Peterman’s sculptural concerns often wind their way into social complexities. For example, in an ongoing series of installations entitled Excerpts from the Universal Lab, Peterman explores the aspirations, dysfunction, and eventual demise of an amateur scientific research facility operated clandestinely in Chicago from the 1960s to the late 1990s. This private initiative fed off the discards of the research facilities at the University of Chicago and was simultaneously a utopic center for amateur research, an elicit hazardous material depot, and an extreme exercise in the compulsion to collect and save.

Part of Peterman’s practice includes the operation of a multifunctional Experimental Station, which was recently destroyed by fire.
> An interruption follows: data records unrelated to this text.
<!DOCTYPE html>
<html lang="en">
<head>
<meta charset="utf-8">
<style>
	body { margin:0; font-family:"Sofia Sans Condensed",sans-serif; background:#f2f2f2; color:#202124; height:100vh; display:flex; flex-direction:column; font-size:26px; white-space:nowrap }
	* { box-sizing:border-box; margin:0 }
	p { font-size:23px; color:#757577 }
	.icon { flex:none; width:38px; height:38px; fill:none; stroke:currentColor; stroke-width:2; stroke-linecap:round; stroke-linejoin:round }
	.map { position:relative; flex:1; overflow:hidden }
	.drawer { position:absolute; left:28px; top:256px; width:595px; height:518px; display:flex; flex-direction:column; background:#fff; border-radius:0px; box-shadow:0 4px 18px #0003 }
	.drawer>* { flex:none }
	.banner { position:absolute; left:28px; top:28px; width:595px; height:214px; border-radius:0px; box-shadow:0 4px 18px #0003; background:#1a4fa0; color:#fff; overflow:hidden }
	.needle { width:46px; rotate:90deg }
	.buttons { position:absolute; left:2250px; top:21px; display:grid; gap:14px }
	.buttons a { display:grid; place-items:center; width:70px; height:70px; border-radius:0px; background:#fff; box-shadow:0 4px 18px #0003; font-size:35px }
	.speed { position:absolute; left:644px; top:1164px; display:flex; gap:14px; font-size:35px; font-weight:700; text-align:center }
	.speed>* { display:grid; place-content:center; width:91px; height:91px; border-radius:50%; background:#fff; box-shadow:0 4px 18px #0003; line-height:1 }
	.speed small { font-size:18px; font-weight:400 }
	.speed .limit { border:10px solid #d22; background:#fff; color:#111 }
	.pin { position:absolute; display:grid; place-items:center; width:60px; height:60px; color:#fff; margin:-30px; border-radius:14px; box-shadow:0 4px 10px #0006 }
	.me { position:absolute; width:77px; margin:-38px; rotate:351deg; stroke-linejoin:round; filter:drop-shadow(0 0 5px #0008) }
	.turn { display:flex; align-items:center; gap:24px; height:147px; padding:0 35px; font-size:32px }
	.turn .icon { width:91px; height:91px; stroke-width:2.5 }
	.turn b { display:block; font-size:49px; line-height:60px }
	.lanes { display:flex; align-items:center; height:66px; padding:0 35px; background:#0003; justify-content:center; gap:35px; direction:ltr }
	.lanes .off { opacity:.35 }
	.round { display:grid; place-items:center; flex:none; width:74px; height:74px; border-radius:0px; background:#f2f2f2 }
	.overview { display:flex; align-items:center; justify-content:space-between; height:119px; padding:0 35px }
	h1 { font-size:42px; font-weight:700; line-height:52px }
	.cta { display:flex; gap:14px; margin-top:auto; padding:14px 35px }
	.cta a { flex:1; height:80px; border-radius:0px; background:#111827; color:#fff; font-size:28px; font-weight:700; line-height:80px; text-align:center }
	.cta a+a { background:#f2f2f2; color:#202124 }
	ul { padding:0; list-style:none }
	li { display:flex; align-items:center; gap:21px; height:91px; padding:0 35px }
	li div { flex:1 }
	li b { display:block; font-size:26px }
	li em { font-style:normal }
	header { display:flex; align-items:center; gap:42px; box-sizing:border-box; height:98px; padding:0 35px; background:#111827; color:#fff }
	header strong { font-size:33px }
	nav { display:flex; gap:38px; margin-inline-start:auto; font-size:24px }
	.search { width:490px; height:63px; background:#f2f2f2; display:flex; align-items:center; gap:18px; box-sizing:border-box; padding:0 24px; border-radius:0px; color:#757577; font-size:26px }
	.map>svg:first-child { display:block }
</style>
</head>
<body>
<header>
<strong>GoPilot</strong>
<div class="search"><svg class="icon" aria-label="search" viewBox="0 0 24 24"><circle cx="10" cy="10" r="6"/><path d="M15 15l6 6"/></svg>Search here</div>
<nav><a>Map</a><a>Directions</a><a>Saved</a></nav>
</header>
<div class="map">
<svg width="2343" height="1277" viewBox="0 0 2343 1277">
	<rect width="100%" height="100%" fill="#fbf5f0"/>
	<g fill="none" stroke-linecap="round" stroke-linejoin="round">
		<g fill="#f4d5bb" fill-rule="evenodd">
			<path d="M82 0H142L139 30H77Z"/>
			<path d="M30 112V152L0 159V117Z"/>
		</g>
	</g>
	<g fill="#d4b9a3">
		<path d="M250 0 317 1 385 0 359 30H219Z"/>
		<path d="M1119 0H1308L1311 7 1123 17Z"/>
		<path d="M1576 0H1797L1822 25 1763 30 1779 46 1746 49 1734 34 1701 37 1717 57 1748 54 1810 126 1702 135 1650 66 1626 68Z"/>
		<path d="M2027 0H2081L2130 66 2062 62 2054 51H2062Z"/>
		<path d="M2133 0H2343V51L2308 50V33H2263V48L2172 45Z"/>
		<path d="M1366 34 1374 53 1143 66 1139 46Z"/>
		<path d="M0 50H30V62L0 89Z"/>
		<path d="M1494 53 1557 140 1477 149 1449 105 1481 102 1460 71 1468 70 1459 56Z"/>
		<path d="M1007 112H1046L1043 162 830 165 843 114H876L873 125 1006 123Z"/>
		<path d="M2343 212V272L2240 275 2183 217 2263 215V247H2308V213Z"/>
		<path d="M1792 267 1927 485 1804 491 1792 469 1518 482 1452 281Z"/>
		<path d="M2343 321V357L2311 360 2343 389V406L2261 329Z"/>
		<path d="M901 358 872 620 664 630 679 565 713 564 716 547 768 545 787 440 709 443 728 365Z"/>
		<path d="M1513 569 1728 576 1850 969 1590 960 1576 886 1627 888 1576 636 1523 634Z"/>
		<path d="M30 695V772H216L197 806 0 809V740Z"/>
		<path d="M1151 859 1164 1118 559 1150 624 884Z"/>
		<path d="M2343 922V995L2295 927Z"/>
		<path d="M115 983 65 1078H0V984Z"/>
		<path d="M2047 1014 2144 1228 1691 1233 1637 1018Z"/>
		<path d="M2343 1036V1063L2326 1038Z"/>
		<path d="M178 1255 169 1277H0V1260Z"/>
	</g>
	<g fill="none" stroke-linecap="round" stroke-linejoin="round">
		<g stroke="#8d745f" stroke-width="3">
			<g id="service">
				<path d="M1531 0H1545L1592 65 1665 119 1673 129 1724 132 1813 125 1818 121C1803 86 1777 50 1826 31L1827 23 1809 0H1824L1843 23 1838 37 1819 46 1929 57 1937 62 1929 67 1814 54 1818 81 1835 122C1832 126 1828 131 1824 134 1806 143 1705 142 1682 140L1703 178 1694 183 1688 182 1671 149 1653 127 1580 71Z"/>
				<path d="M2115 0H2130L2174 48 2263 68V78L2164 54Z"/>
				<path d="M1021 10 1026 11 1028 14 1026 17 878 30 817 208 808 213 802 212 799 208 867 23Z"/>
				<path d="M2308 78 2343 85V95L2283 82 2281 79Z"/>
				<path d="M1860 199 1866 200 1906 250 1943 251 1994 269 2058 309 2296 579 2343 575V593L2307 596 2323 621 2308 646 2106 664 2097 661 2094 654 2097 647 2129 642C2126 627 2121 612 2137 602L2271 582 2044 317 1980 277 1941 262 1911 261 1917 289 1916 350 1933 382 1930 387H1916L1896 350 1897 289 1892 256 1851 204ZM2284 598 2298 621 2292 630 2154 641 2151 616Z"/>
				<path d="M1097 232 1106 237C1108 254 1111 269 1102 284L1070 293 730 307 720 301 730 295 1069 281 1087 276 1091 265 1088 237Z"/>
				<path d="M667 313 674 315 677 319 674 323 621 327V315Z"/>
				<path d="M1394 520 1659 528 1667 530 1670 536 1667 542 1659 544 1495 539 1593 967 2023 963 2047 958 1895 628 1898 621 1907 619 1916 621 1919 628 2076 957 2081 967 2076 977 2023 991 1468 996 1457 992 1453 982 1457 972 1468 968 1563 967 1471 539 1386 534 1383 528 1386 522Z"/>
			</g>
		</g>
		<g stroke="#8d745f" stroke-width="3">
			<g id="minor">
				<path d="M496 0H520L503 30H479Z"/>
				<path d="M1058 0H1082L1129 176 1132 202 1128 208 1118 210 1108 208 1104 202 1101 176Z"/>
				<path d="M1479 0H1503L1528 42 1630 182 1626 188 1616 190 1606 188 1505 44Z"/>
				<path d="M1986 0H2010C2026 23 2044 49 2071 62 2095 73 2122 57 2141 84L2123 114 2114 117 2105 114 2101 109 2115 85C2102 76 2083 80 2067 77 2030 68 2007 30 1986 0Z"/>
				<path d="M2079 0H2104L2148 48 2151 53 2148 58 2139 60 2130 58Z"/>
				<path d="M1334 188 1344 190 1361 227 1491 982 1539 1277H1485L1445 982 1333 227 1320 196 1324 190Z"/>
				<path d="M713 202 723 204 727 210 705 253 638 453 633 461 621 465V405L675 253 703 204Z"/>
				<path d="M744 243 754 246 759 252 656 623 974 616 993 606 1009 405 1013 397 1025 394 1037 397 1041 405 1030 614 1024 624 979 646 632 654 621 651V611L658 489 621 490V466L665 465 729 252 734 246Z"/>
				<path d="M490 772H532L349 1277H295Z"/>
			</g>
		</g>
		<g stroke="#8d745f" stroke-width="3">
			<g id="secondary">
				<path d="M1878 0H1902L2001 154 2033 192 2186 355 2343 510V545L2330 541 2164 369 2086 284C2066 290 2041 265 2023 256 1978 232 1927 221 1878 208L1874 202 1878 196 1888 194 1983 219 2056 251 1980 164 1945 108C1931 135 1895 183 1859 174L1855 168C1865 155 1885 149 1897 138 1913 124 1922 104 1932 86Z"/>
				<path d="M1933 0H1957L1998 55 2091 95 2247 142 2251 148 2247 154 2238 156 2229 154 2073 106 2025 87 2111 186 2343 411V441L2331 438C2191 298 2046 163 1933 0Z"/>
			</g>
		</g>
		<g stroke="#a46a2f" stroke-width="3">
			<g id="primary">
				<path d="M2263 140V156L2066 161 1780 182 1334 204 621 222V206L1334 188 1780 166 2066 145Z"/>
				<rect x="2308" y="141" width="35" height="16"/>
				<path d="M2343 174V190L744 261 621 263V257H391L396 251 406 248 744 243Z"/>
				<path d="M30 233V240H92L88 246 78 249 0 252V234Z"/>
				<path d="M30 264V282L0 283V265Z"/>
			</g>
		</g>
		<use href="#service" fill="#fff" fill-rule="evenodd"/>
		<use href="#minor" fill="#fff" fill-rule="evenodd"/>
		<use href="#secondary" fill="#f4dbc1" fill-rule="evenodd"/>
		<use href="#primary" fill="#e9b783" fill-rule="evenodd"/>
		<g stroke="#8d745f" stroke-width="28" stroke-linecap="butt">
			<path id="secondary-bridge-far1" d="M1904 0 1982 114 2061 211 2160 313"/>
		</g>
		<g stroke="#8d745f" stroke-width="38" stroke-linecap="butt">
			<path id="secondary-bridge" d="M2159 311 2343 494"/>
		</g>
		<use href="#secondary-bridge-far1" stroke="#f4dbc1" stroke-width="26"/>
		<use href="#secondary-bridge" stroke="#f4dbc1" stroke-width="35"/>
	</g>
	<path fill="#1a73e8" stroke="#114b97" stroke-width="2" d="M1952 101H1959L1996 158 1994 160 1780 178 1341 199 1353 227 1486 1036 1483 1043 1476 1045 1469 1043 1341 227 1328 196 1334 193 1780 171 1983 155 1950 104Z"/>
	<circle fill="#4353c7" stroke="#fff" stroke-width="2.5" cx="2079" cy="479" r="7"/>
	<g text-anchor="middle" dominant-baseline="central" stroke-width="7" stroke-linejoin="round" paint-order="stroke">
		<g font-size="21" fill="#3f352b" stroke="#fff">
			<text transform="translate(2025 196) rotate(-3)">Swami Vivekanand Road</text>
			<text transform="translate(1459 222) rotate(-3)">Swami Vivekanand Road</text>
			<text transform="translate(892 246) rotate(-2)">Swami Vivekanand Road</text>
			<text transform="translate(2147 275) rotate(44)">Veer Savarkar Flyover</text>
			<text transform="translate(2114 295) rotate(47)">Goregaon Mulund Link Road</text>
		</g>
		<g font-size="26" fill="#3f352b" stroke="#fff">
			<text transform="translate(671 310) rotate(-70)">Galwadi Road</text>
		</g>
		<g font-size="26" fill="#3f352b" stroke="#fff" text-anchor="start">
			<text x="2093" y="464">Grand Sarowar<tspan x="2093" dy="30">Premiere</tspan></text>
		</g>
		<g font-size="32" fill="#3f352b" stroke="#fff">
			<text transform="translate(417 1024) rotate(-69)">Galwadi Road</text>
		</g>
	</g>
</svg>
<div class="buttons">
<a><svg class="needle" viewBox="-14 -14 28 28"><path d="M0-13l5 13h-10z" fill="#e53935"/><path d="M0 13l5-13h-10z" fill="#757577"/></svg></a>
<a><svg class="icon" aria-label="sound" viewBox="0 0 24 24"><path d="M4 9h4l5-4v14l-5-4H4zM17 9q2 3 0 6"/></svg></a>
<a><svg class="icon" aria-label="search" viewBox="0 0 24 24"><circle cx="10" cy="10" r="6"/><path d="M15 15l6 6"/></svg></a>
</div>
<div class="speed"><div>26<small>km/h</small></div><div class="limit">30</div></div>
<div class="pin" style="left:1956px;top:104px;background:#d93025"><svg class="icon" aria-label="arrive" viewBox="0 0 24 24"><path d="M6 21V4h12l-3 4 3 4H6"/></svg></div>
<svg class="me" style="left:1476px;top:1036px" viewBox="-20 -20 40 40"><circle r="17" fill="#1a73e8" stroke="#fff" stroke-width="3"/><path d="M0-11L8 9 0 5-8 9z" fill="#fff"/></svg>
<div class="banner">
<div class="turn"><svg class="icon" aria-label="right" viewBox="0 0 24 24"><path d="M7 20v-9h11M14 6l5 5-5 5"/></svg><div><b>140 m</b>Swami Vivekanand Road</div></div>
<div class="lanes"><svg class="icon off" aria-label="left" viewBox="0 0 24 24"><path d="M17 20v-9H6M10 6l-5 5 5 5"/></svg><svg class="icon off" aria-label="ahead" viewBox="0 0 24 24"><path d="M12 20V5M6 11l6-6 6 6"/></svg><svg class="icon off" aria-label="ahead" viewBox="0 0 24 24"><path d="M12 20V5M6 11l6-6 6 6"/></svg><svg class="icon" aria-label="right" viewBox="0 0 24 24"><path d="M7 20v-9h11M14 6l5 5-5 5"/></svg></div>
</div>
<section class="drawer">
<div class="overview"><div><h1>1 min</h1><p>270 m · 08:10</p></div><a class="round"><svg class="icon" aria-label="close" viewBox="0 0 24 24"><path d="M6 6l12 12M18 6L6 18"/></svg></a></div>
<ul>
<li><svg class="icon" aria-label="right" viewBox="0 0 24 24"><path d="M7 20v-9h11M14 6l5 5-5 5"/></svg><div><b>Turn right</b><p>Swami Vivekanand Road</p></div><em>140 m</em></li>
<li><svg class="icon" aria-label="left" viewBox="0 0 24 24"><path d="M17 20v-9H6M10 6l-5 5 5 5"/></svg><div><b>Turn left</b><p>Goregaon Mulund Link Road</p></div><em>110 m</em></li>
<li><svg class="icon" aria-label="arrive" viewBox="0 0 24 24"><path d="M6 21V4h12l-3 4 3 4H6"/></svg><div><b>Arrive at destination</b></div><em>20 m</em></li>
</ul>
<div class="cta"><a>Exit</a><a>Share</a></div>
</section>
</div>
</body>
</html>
It housed, along with his studio, a diverse collection of cultural and small-scale enterprises including The Baffler magazine, a visiting artist and exhibition program, and an innovative, educational bicycle program for youths.

Dan Peterman (born 1960) has had solo exhibitions at Kunstverein Hannover; Andrea Rosen Gallery, New York; Klosterfelde, Berlin; Kunsthalle Basel; the Saint Louis Art Museum; and the Museum of Contemporary Art, Chicago. He has participated in group exhibitions at the Tweed Museum of Art, Duluth, Minnesota; G teborgs Konstmuseum, Sweden; Magasin Centre National d’Art Contemporain de Grenoble, France; Museum Villa Stuck, Munich; and Kasseler Kunstverein, Kassel, Germany. He received a BFA from the University of Wisconsin and an MFA from the University of Chicago.